There are other factors too that are contributing to a changing relationship between banks and their corporate customers. For example, although the most acute liquidity shortages that characterised late 2008 and 2009 have eased, liquidity remains scarce and fears of a ‘double dip’ recession still remain. This is exacerbated by the proposed Basel III requirements that will constrain bank lending even further due to the need to hold a large value of assets on the balance sheet compared with the value of loans. Consequently, corporate treasurers and finance managers are increasingly seeking their banks’ support in finding innovative ways to access pockets of liquidity within the organisation, accelerate the cash flow cycle and enhance financial efficiency.

Banks that recognise the importance of the connections in their clients' financial value networks and seek to accelerate and automate these connections can deliver substantial additional value to their customers.

These are all factors we take into account as part of the ongoing review of our remote channel strategy. While financial transactions have become largely commoditised, banks need to differentiate themselves by their ability to provide the information that their clients require, at the time they need it, and in a format they can integrate with their internal processes. By doing so, a bank’s transaction business becomes an information business, and the greater the value it can deliver to its customers. In particular, by understanding and leveraging client data to develop specific solutions and delivery channels, a bank is positioned to enhance customers’ internal and external financial value networks.
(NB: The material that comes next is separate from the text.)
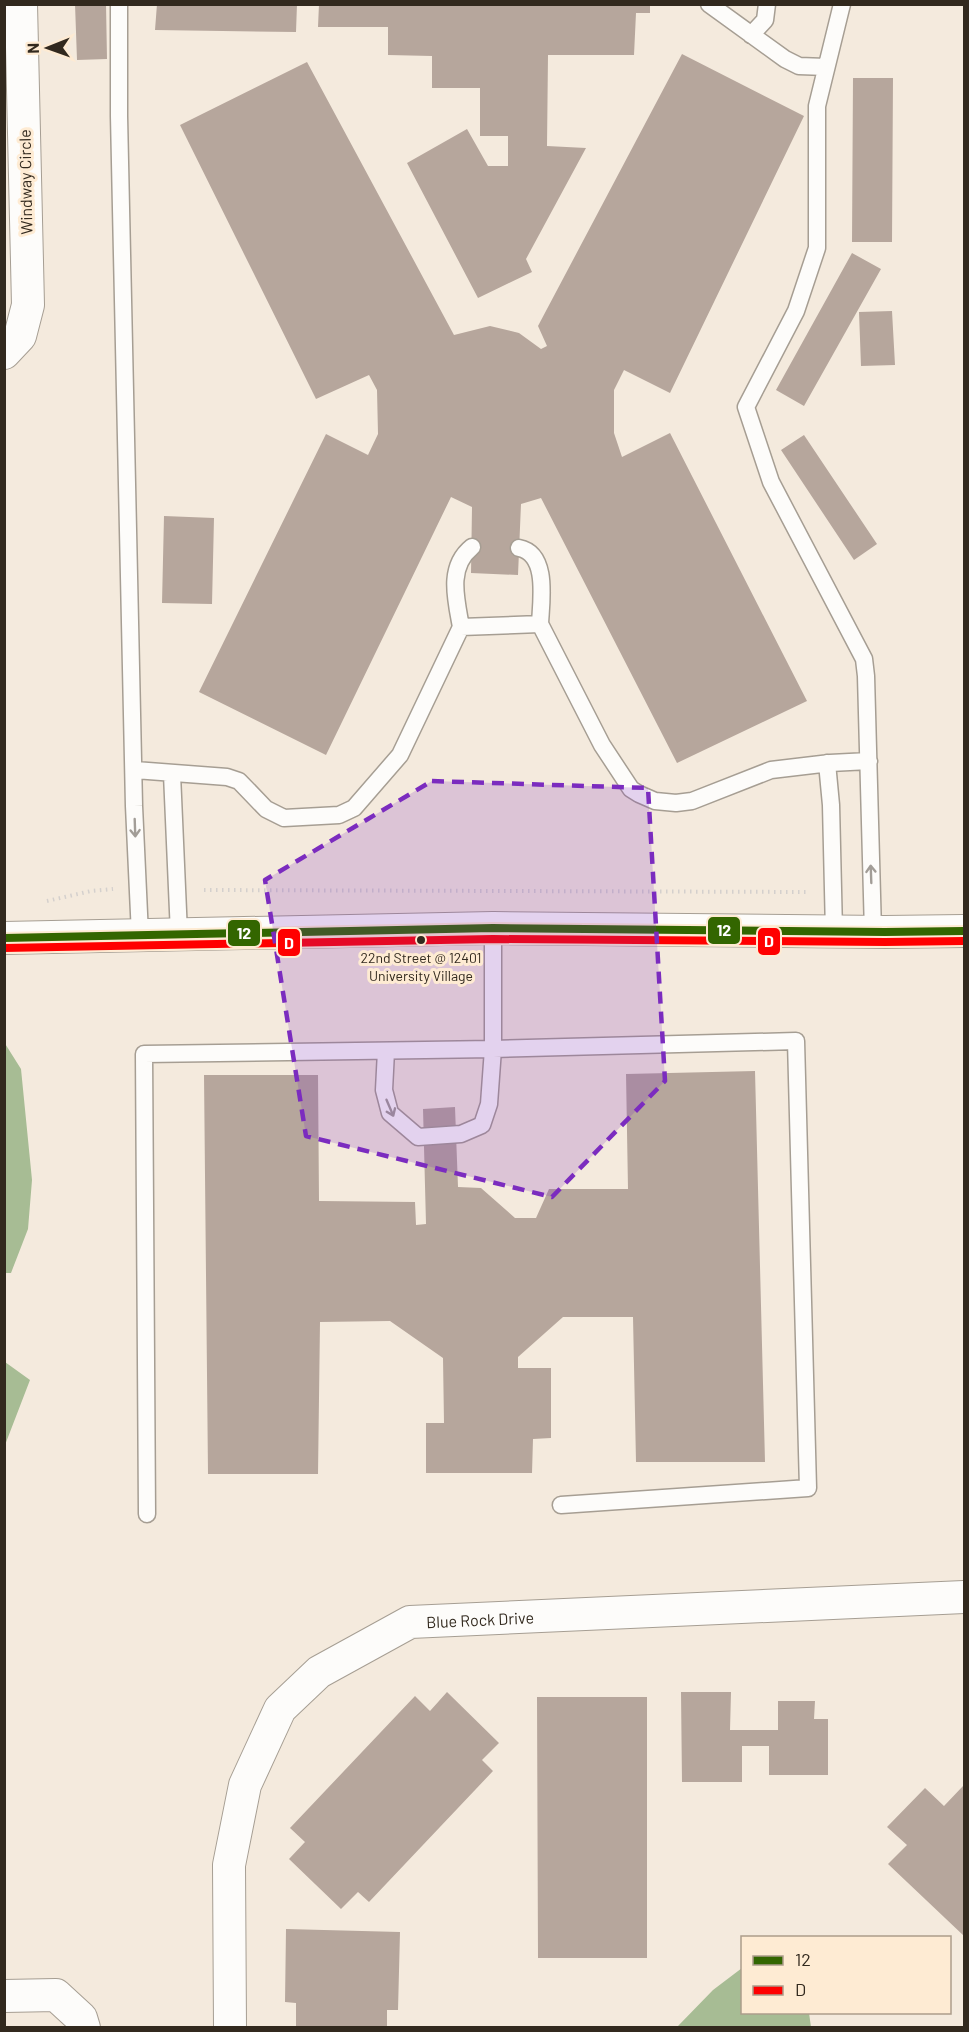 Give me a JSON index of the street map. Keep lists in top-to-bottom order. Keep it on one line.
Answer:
{"streets":{"street":["Windway Circle","Blue Rock Drive"]},"places":["22nd Street @ 12401 University Village"],"lines":["transit line 12","transit line D"],"legend":["12","D"],"north":"left"}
Introducing financial value networks

But what is a financial value network, and why is optimising this network so valuable? The concept of the supply chain, and the financial supply chain is already familiar, i.e., the supply chain refers to the stages of design, production and distribution of the company’s products, while the financial supply chain refers to the reverse flow of cash from customer to supplier. Few, if any companies enjoy a linear flow of goods and services, with single relationships and connections joining each stage of the production and distribution cycle.

The value network reflects the complex set of technical resources that interact to create economic value. An internal value network includes key activities, processes and relationships within the company, including business units and departments and knowledge centres, while an external value network comprises the links between a business and its strategic and non-strategic partners, such as suppliers, vendors, banks and customers. The financial value network refers to the financial and related information flows across the internal and external value networks.
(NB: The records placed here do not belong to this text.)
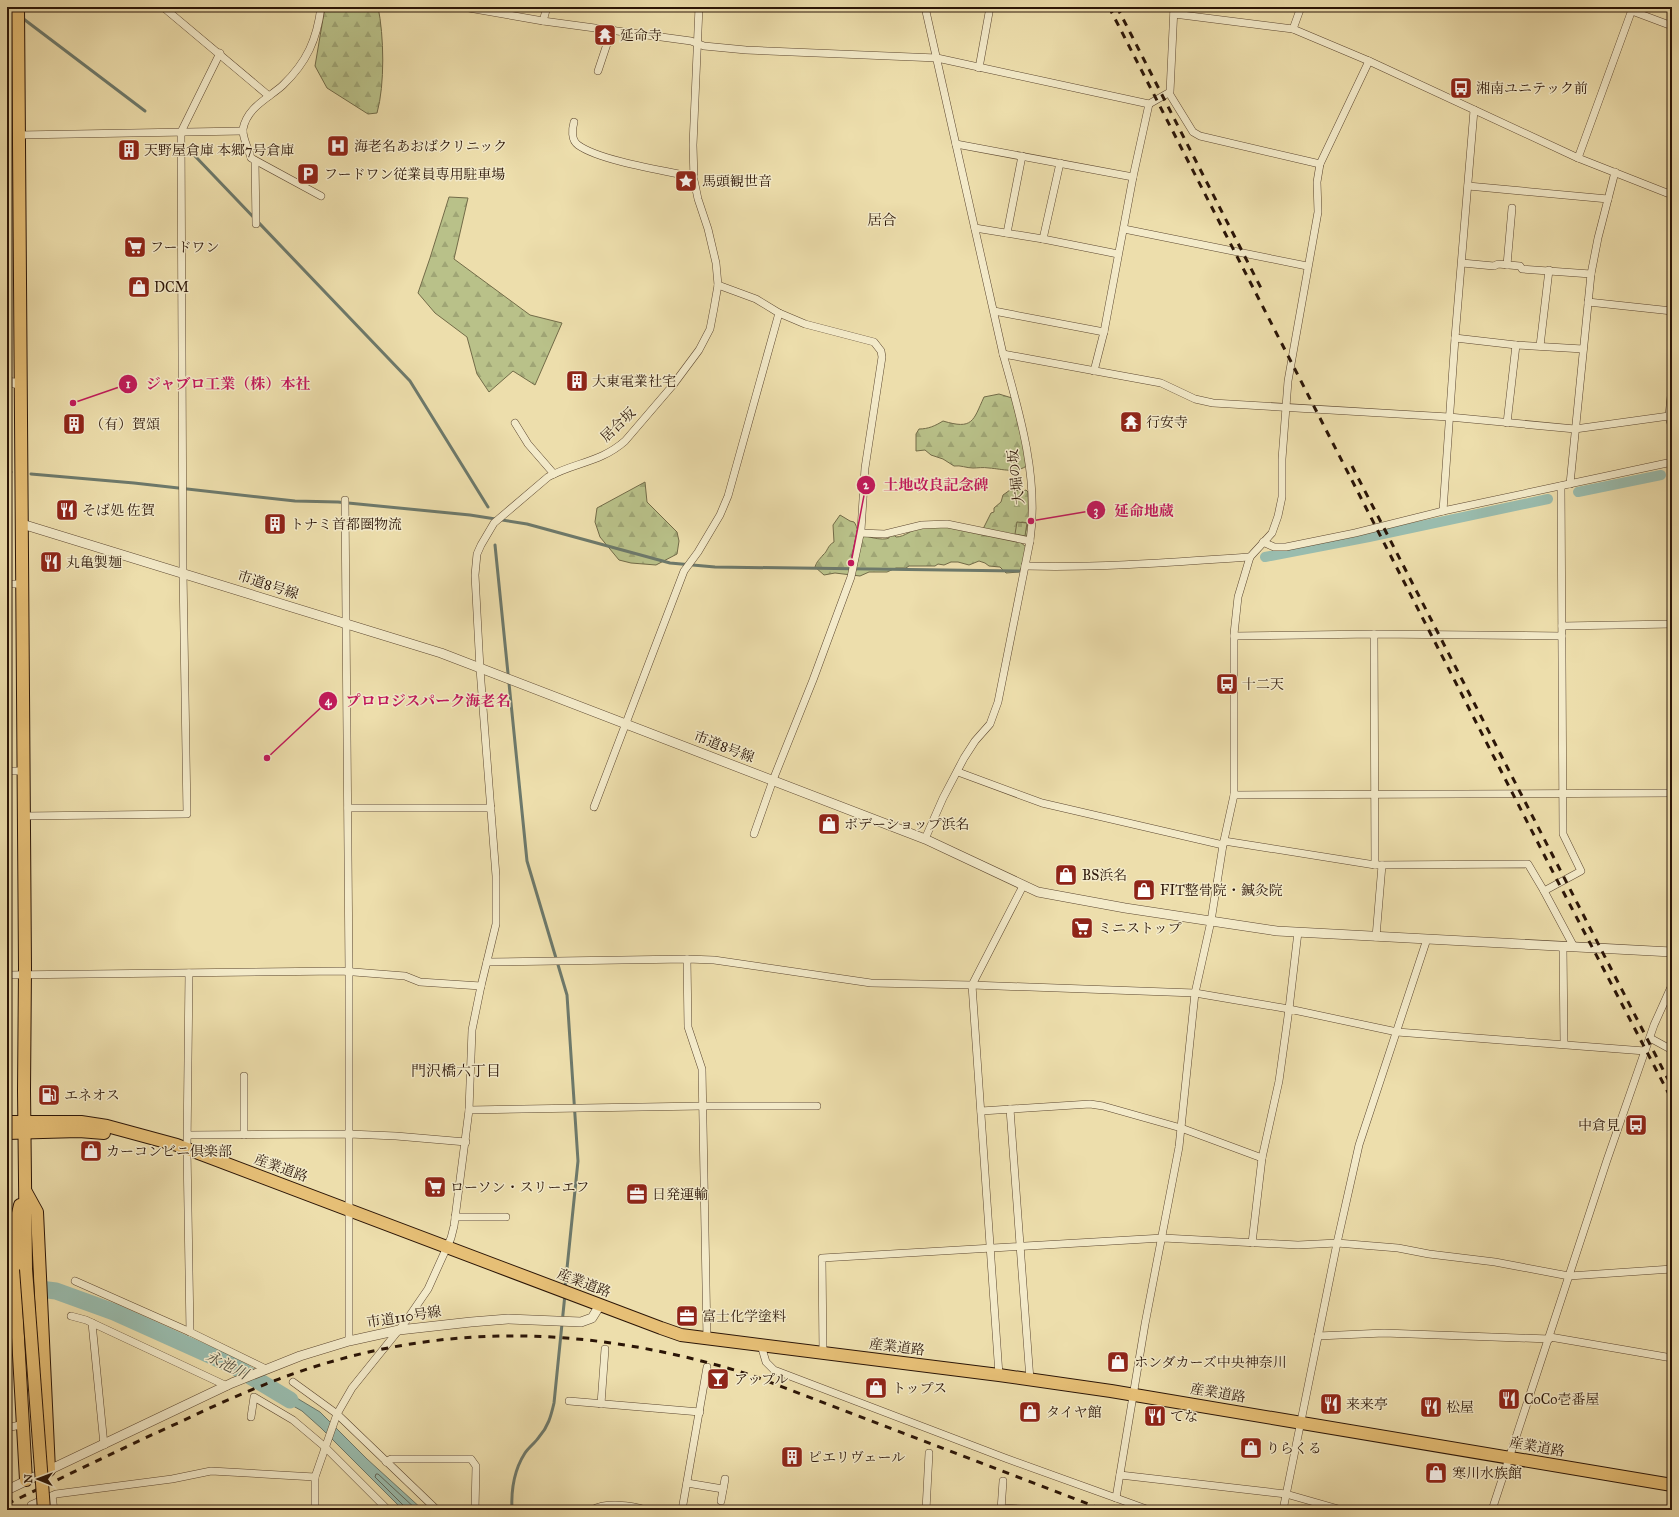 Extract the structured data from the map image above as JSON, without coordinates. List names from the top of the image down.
{
  "streets": {
    "main road": ["産業道路"],
    "street": [
      "居合坂",
      "大堀の坂",
      "市道8号線",
      "市道110号線"
    ]
  },
  "crossings": [
    ["大堀の坂", "市道8号線"],
    ["産業道路", "市道110号線"]
  ],
  "districts": ["居合", "門沢橋六丁目"],
  "water": ["永池川"],
  "places": {
    "temple": ["延命寺", "行安寺"],
    "bus stop": ["湘南ユニテック前", "十二天", "中倉見"],
    "hospital": ["海老名あおばクリニック"],
    "building": [
      "天野屋倉庫 本郷7号倉庫",
      "大東電業社宅",
      "（有）賀頌",
      "トナミ首都圏物流",
      "ピエリヴェール"
    ],
    "parking": ["フードワン従業員専用駐車場"],
    "place": ["馬頭観世音"],
    "supermarket": ["フードワン", "ミニストップ", "ローソン・スリーエフ"],
    "shop": [
      "DCM",
      "ボデーショップ浜名",
      "BS浜名",
      "FIT整骨院・鍼灸院",
      "カーコンビニ倶楽部",
      "ホンダカーズ中央神奈川",
      "トップス",
      "タイヤ館",
      "りらくる",
      "寒川水族館"
    ],
    "other": [
      "ジャブロ工業（株）本社",
      "延命地蔵",
      "土地改良記念碑",
      "プロロジスパーク海老名"
    ],
    "restaurant": [
      "そば処 佐賀",
      "丸亀製麺",
      "CoCo壱番屋",
      "来来亭",
      "松屋",
      "てな"
    ],
    "fuel station": ["エネオス"],
    "office": ["日発運輸", "富士化学塗料"],
    "bar": ["アップル"]
  },
  "north": "left"
}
For example, a multinational automotive company will have many thousands of suppliers that contribute to the production and distribution of their vehicles. Some will be major organisations of an equivalent size to the company itself, others will be small and medium-sized enterprises. The stronger the physical and virtual links (such as the contractual and commercial agreements, and information integration) between the company and these suppliers, the easier it is to do business, therefore benefiting supplier and customer alike. The needs of these suppliers will differ according to the services they provide and the scale of the business. Furthermore, some of these suppliers will also be customers; therefore, the relationship is complex and a ‘one size fits all’ will not work.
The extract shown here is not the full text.